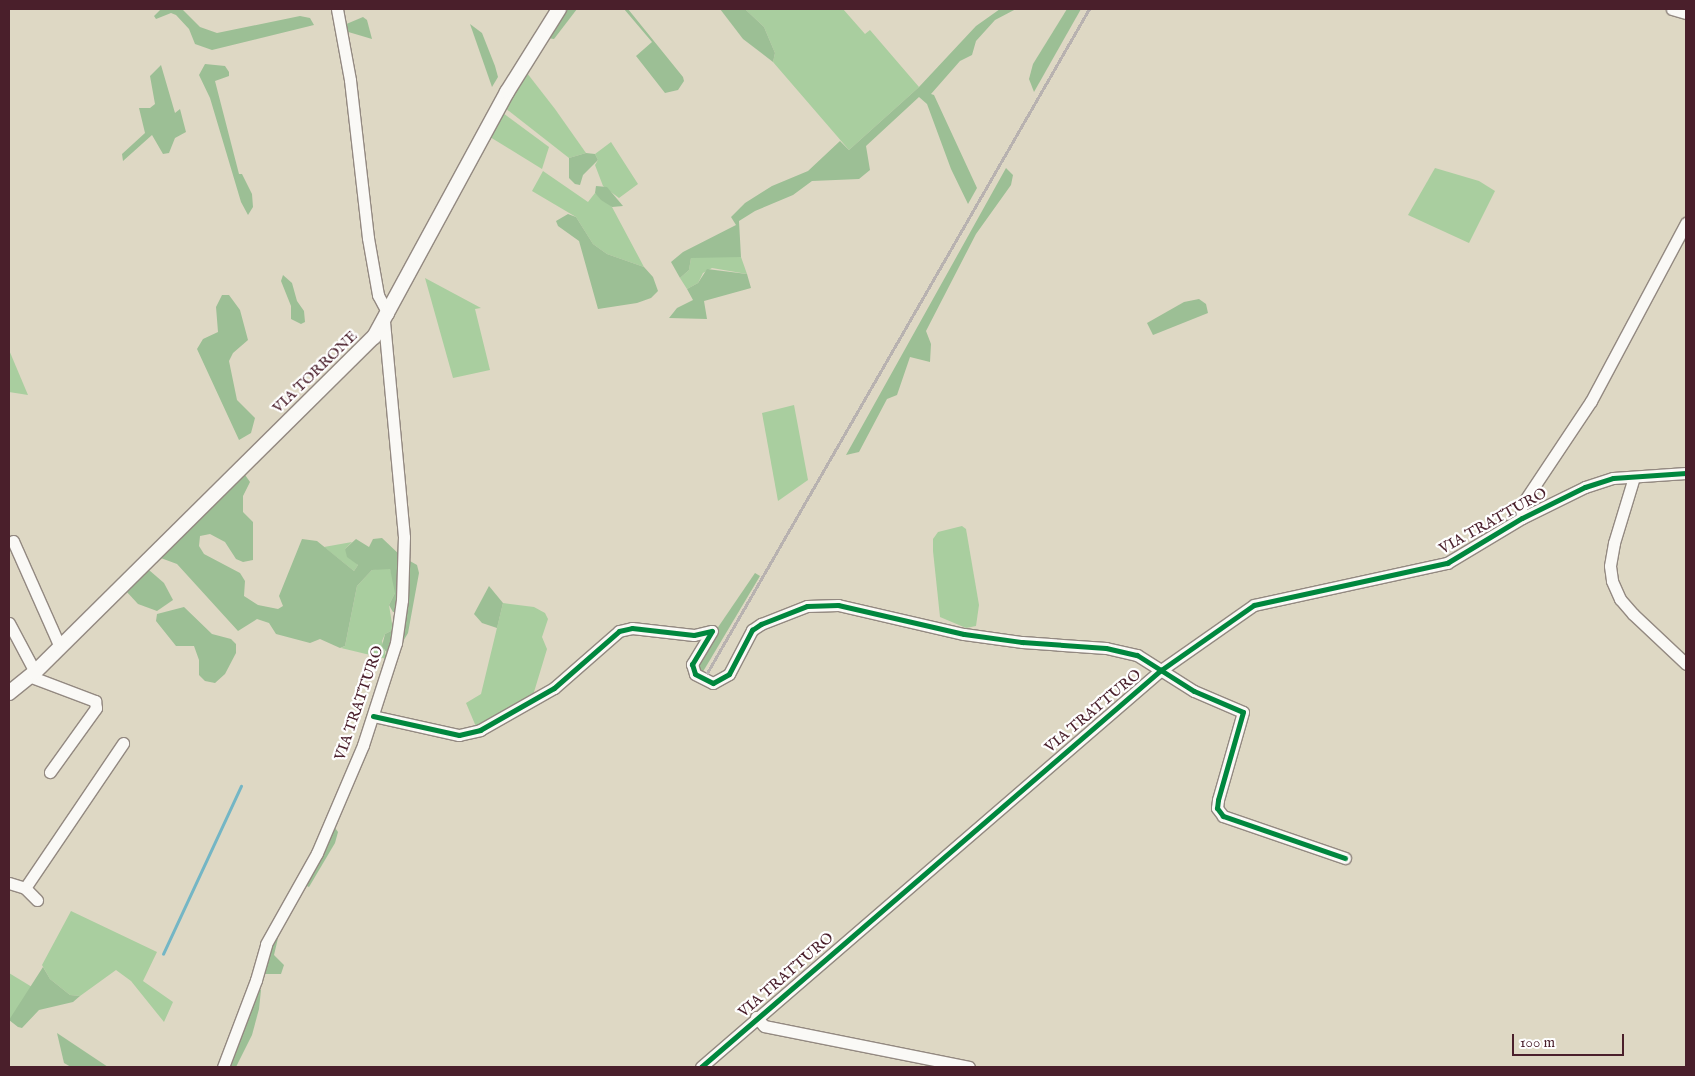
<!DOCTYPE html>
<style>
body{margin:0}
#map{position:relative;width:1695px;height:1076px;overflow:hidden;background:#ded8c4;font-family:"IM FELL English",serif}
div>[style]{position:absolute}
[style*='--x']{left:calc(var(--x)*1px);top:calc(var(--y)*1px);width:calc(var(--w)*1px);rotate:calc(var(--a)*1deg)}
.green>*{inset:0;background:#a9ce9f}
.forest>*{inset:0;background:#9cbf95}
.stream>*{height:2.5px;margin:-1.25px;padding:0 1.25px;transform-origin:1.25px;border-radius:1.25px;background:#74b6c5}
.roads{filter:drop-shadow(1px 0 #938981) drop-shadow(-1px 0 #938981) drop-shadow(0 1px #938981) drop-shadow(0 -1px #938981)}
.minor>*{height:11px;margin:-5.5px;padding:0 5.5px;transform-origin:5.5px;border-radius:5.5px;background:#faf9f6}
.major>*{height:14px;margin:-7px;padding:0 7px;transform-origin:7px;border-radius:7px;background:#faf9f6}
.rail>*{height:2.5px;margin:-1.25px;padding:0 1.25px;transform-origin:1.25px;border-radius:1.25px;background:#b8b2b0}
.cycleway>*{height:5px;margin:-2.5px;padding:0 2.5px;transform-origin:2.5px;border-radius:2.5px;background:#00873e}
span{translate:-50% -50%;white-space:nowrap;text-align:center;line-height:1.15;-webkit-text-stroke:4.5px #fff;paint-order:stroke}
.street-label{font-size:15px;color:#4a1f2b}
.frame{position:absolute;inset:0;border:10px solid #4a1f2b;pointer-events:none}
.scale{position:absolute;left:1512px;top:1034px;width:112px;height:22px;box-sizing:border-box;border:2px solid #4a1f2b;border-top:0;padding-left:6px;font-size:15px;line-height:18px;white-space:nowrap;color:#4a1f2b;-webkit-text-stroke:4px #fff;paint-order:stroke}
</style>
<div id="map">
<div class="green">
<div style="clip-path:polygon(745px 9px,843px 9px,865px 34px,870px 30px,919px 87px,849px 150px,773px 62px,775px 53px,764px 27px)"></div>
<div style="clip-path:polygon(527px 73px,555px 109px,586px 153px,569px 158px,505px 108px)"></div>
<div style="clip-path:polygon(503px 113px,549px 147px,542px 169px,490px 137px)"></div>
<div style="clip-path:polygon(611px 142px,638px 184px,619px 198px,603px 186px,595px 165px,598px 160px,595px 154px)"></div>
<div style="clip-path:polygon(1435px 168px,1479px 181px,1495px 191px,1469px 243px,1408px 215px)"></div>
<div style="clip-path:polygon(543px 171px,588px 202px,595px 193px,612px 207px,644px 267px,607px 254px,593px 244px,576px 217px,532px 191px)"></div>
<div style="clip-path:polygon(697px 256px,741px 257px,747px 274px,712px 268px,703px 273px,698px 283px,687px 289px,680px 278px,689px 270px,691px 258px)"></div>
<div style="clip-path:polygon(425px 278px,481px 308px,475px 309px,490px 370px,453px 378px)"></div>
<div style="clip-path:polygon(9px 350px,28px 395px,9px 392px)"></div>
<div style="clip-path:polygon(794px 405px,808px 480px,778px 501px,762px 413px)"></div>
<div style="clip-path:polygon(962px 526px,966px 529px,979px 605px,976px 626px,966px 628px,940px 617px,933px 551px,933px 539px,938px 532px)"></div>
<div style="clip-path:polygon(352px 542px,345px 549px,358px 565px,354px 571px,324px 547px)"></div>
<div style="clip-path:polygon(383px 568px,390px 569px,395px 584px,395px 593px,389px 605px,393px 630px,385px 634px,382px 641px,387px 659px,341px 648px,345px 646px,357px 586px,372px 570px)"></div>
<div style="clip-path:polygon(503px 603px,534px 607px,545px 613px,548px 619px,542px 637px,547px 649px,531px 702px,477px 729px,466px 703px,481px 694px)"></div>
<div style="clip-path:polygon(71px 911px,157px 952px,143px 981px,173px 1002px,164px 1022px,131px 981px,116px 970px,80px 996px,70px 995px,50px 979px,42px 965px)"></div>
<div style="clip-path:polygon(9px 973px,32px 987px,9px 1021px)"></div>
</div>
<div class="forest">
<div style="clip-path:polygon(161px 9px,182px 9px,200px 27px,217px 33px,300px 16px,310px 18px,314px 25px,212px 50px,195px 44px,189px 29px,176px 15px,171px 13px,156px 19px,154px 16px)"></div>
<div style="clip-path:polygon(562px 9px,577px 9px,554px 39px,547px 38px)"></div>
<div style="clip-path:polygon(624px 9px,628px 9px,683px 77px,684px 81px,678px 90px,665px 93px,636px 56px,652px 42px)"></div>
<div style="clip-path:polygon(720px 9px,745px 9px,764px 27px,775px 53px,773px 62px,743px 39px)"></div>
<div style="clip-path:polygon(1000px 9px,1016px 9px,995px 20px,976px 41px,972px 55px,960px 61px,931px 94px,934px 95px,977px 188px,968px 204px,951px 169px,927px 104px,919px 97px,866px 146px,870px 170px,859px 179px,812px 181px,793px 195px,755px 211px,739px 221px,741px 257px,691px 258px,689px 270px,680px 278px,671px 262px,683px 252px,736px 225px,731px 217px,745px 203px,772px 186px,808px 171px,840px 141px,849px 150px,919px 87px,976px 26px)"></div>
<div style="clip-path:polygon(1067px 9px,1081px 9px,1034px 92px,1029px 79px,1033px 64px)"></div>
<div style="clip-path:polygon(363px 17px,367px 20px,372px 39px,345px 31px,344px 25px)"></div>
<div style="clip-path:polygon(470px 24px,482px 33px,495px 66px,498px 77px,492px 87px)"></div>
<div style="clip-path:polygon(205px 64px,225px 66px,229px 72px,229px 76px,215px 81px,239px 174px,242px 174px,252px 194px,253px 207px,248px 215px,241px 202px,210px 98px,199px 75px)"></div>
<div style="clip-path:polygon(161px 65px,175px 113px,180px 109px,186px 132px,175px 138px,169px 153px,163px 154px,152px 135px,123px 161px,122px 154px,145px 133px,139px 108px,150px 108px,155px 104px,150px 76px)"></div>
<div style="clip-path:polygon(586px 153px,595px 154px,598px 160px,583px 175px,580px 185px,575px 184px,569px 178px,569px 158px)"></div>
<div style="clip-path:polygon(1006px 168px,1013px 175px,1011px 185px,976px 234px,926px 331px,931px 344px,930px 362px,910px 357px,897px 395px,887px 399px,859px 452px,846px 455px)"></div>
<div style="clip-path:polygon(596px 186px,607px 187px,623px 206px,612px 207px,601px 200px,595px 193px)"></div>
<div style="clip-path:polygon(568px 214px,576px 217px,593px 244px,607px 254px,644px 267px,653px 277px,658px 291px,651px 298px,637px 303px,598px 309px,579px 241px,558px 226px,556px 221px)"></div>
<div style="clip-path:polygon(707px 269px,747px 274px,751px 288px,704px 301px,707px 319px,669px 318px,677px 308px,693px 300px,687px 289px,698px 283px)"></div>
<div style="clip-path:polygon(283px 275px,292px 283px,297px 301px,304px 311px,305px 322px,301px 324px,291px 319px,291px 306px,281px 281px)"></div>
<div style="clip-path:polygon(222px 295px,229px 295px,240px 310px,248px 340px,233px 353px,229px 361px,237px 400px,255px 418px,251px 433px,239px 440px,197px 349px,203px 339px,218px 332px,216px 307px)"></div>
<div style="clip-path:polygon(1199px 299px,1206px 304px,1208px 313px,1153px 335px,1147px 323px,1184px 302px)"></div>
<div style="clip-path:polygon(243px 472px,250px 482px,243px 496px,243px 512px,253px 522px,253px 560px,243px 562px,236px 559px,225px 542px,210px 534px,200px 536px,199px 546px,204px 554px,240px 573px,245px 581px,244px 596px,258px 605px,278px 609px,283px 606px,279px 596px,302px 539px,317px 541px,354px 571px,358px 565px,347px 557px,345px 549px,356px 539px,369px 547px,373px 539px,382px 538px,401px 556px,417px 565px,419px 573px,408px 633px,398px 650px,387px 653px,382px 646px,385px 634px,393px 630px,403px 612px,393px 612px,389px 605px,395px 593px,390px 569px,372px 570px,357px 586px,345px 646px,340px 648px,320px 639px,310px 643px,276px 634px,269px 623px,257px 619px,238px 631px,177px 564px,158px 557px)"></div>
<div style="clip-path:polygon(149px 570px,164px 583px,173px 600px,157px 611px,138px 604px,126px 591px)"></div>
<div style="clip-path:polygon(755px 573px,760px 576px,701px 675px,693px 664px)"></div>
<div style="clip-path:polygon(489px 586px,503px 603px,497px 628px,482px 623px,474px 614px)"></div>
<div style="clip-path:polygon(184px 607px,212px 634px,231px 639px,236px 644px,236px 653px,225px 674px,215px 683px,205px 681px,199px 675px,199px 660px,194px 646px,176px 646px,156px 621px,157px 614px)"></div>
<div style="clip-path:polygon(333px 825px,338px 832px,335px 843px,309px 887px,302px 884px)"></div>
<div style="clip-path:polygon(276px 934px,278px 938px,274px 955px,284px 965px,281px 974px,264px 974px,261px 973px)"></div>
<div style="clip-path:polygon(43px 967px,50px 979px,70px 995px,80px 996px,73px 1002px,39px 1010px,22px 1028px,18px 1027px,9px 1020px)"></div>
<div style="clip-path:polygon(256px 988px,261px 990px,259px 1009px,252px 1035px,236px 1067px,226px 1067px)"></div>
<div style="clip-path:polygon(57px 1033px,108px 1067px,71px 1067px,64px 1063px)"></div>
</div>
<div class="stream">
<div style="--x:163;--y:954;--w:185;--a:-65.1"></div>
</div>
<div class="roads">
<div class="minor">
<div style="--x:337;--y:9;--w:72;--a:79.6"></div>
<div style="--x:350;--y:80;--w:159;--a:83.5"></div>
<div style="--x:368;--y:238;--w:58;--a:80"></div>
<div style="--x:378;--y:295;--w:21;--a:62"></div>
<div style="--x:1672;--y:9;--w:15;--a:16"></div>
<div style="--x:1634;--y:477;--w:69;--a:106.9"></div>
<div style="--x:1614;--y:543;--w:23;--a:100"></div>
<div style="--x:1610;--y:566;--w:15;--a:82"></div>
<div style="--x:1612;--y:581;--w:20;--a:66"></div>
<div style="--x:1620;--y:599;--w:20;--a:49"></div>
<div style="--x:1633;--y:614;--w:73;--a:43.3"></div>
<div style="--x:1522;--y:518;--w:12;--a:-95"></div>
<div style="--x:1521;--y:506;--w:126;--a:-56.3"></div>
<div style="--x:1591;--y:401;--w:202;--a:-61.9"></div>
<div style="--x:13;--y:541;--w:116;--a:66.1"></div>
<div style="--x:9;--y:623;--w:55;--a:62"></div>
<div style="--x:29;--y:676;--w:71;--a:20.7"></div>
<div style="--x:95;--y:701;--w:7;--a:82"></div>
<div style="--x:96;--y:708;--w:79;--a:125.7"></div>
<div style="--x:373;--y:716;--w:88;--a:12.5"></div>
<div style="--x:459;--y:735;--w:22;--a:-13"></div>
<div style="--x:480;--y:730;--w:85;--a:-29.6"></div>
<div style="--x:554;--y:688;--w:86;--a:-41.2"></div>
<div style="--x:619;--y:631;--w:13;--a:-13"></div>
<div style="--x:632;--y:628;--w:62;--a:6.4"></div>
<div style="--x:694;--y:635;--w:18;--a:-13"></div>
<div style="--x:712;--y:631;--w:39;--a:121"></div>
<div style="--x:692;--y:664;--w:10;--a:73"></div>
<div style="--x:695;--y:674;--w:20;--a:27"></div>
<div style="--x:713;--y:683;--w:18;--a:-29"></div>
<div style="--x:729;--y:674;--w:50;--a:-62.4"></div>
<div style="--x:752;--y:630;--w:11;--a:-34"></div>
<div style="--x:761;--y:624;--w:49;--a:-21.4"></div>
<div style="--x:807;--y:606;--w:31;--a:-2"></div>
<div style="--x:838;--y:605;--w:129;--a:13"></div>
<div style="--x:964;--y:634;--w:59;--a:7.9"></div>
<div style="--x:1022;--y:642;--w:84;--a:4.1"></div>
<div style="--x:1106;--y:648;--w:32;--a:13"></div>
<div style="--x:1137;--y:655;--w:67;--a:32.3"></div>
<div style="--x:1194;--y:691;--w:53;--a:23.2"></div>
<div style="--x:1243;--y:712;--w:91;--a:105.9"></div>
<div style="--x:1218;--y:800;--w:8;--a:97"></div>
<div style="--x:1217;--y:808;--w:10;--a:53"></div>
<div style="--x:1223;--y:816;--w:129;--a:19"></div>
<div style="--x:9;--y:883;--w:17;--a:17"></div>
<div style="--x:25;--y:888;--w:17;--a:45"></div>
<div style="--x:25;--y:888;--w:175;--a:-55.9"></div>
<div style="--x:756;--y:1017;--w:12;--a:48"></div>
<div style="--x:764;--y:1026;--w:209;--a:11.3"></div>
<div style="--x:223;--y:1067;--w:93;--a:-69.2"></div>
<div style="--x:256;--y:980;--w:37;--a:-74"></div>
<div style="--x:266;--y:944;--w:104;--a:-60.7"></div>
<div style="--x:317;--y:853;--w:117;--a:-66.9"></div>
<div style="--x:363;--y:745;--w:107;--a:-72.1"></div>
<div style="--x:396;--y:643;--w:43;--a:-82.1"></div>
<div style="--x:402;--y:600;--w:63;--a:-88.2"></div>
<div style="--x:404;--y:537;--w:216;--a:-95.3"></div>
<div style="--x:701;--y:1067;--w:608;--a:-40.8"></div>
<div style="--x:1161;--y:670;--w:113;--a:-35"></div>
<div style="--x:1254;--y:605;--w:198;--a:-12.3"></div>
<div style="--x:1447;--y:563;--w:87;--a:-31"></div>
<div style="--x:1522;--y:518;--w:70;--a:-26.2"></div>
<div style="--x:1585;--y:487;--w:29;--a:-18"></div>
<div style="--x:1613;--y:478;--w:73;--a:-3.9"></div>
</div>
<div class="major">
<div style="--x:9;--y:693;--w:33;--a:-39"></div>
<div style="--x:35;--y:672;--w:477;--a:-44.7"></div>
<div style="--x:374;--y:337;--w:279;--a:-61.5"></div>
<div style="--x:507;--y:92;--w:98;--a:-57.9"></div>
</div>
</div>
<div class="rail">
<div style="--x:707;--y:673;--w:766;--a:-60.09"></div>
</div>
<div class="cycleway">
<div style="--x:373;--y:716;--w:88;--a:12.5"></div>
<div style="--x:459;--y:735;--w:22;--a:-13"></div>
<div style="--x:480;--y:730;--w:85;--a:-29.6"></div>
<div style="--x:554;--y:688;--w:86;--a:-41.2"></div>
<div style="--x:619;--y:631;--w:13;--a:-13"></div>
<div style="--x:632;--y:628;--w:62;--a:6.4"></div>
<div style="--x:694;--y:635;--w:18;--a:-13"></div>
<div style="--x:712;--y:631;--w:39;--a:121"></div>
<div style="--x:692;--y:664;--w:10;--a:73"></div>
<div style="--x:695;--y:674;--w:20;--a:27"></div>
<div style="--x:713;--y:683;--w:18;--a:-29"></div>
<div style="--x:729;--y:674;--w:50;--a:-62.4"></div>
<div style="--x:752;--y:630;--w:11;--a:-34"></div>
<div style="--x:761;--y:624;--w:49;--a:-21.4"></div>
<div style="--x:807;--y:606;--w:31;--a:-2"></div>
<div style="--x:838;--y:605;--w:129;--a:13"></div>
<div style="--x:964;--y:634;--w:59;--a:7.9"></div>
<div style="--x:1022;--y:642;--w:84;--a:4.1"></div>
<div style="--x:1106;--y:648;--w:32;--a:13"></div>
<div style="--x:1137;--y:655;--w:67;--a:32.3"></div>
<div style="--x:1194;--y:691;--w:53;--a:23.2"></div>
<div style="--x:1243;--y:712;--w:91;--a:105.9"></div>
<div style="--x:1218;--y:800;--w:8;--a:97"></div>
<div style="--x:1217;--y:808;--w:10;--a:53"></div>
<div style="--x:1223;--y:816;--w:129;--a:19"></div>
<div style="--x:701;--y:1067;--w:608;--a:-40.8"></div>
<div style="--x:1161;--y:670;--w:113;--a:-35"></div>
<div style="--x:1254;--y:605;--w:198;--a:-12.3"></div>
<div style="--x:1447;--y:563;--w:87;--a:-31"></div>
<div style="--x:1522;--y:518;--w:70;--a:-26.2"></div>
<div style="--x:1585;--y:487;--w:29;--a:-18"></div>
<div style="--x:1613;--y:478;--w:73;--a:-3.9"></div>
</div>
<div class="street-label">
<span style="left:315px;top:372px;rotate:-44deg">VIA TORRONE</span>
<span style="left:1493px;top:521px;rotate:-29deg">VIA TRATTURO</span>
<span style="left:359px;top:703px;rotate:-71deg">VIA TRATTURO</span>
<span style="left:1093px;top:711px;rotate:-40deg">VIA TRATTURO</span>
<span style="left:786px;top:975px;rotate:-41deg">VIA TRATTURO</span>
</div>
<div class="frame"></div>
<div class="scale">100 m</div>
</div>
+ + + +
§ REQUIRED WORK
Copy the records above from the first line through the line containing "0 #938981) drop-shadow(-1px", both included, and leave out any pictures.

§ OUTPUT FOR THIS EXERCISE
<!DOCTYPE html>
<style>
body{margin:0}
#map{position:relative;width:1695px;height:1076px;overflow:hidden;background:#ded8c4;font-family:"IM FELL English",serif}
div>[style]{position:absolute}
[style*='--x']{left:calc(var(--x)*1px);top:calc(var(--y)*1px);width:calc(var(--w)*1px);rotate:calc(var(--a)*1deg)}
.green>*{inset:0;background:#a9ce9f}
.forest>*{inset:0;background:#9cbf95}
.stream>*{height:2.5px;margin:-1.25px;padding:0 1.25px;transform-origin:1.25px;border-radius:1.25px;background:#74b6c5}
.roads{filter:drop-shadow(1px 0 #938981) drop-shadow(-1px 0 #938981) drop-shadow(0 1px #938981) drop-shadow(0 -1px #938981)}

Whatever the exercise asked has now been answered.